We believe that loving relationships change lives. And we are aware of how much God loves us, we want to share that love with others in practical ways. We do this because of God’s love, not the person’s worthiness. And because we have all been forgiven by God’s grace, we believe in extending this grace to others. We expect people to deal with the consequences of their actions; but we will always give them another chance, because this is what we believe God wants us to do.

Our History

What do you do when you lose your job or have a catastrophic illness and you’re suddenly no longer middle class?

This was the situation for many during the recession of the late 70’s. People who were previously self-sufficient suddenly needed to look to others for help.

When Mother Mary Beth Kennedy and Elder Charles Kennedy saw a need, they responded. Community of Caring (COC) started with a few bags of donated groceries. From there, with the help of dedicated volunteers, they began passing out food bags every week. Soon they were serving had hot meals from the kitchen at their church, House of Prayer Church of God in Christ, and began the Erie tradition of offering free holiday meals at major Holidays.

As the numbers of homeless people grew, the need for a shelter became obvious. The shelter began with a few bunks in the back of the church.

After Elder Kennedy retired from pastoring, the main body of the church was converted into office space, with the help of grants from the Erie Community Foundation, Erie County, and others. A chapel preserves some of the original furnishings of the church. The rest of the 1st level holds offices and a conference room. The ground level contains the bunkhouse with room for 12 men, the public dining room, and a commercial kitchen. There are laundry facilities for both men and women, a public bathroom and a bunkhouse bathroom. The second floor has apartments (bedrooms and bathrooms) which can house 12 people.

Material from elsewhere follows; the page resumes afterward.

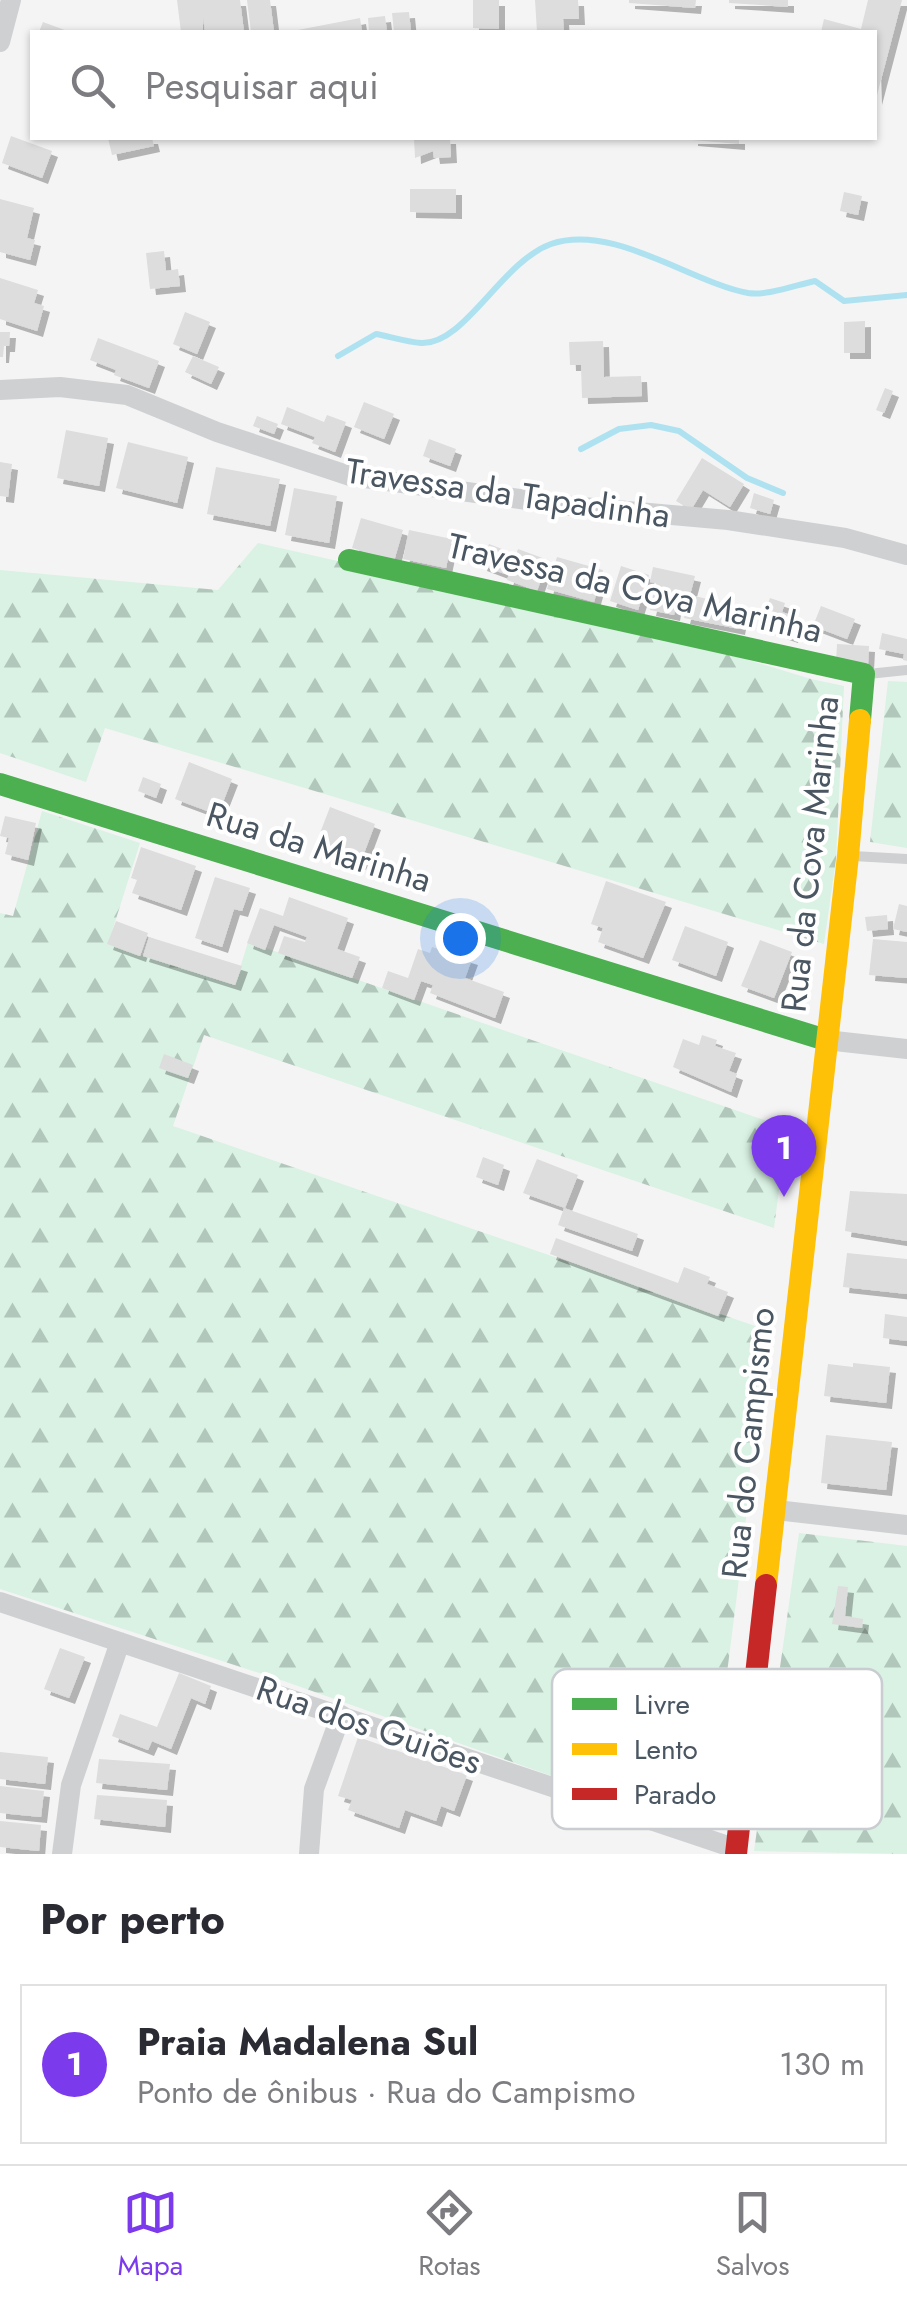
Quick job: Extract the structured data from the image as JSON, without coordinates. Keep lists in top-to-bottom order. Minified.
{"streets":{"street":["Travessa da Tapadinha","Travessa da Cova Marinha","Rua da Marinha","Rua da Cova Marinha","Rua do Campismo","Rua dos Guiões"]},"crossings":[["Travessa da Cova Marinha","Rua da Cova Marinha"],["Rua da Marinha","Rua da Cova Marinha"],["Rua da Marinha","Rua do Campismo"],["Rua da Cova Marinha","Rua do Campismo"]],"legend":["Livre","Lento","Parado"],"page":{"search":"Pesquisar aqui","pins":"1","heading":"Por perto","list":[{"mark":"1","name":"Praia Madalena Sul","note":"Ponto de ônibus · Rua do Campismo","value":"130 m"}],"nav":["Mapa","Rotas","Salvos"]}}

As the need has grown, so has COC. Over time COC grew, adding more programs and units. COC now has 9 buildings and can provide housing for up to 40 people. The food pantry passes out food 3 times a week, making it one of the oldest continually running pantries in town. The kitchen serves more than 60,000 meals a year. And there is a community center which offers a free Sunday Family Dinner and programs for children and the community.

As a continuation of the Kennedy’s long term mission work in Africa and the Caribbean, COC also has international branches in Democratic Republic of Congo, Cuba, Ivory Coast, Liberia, Haiti, and Zambia.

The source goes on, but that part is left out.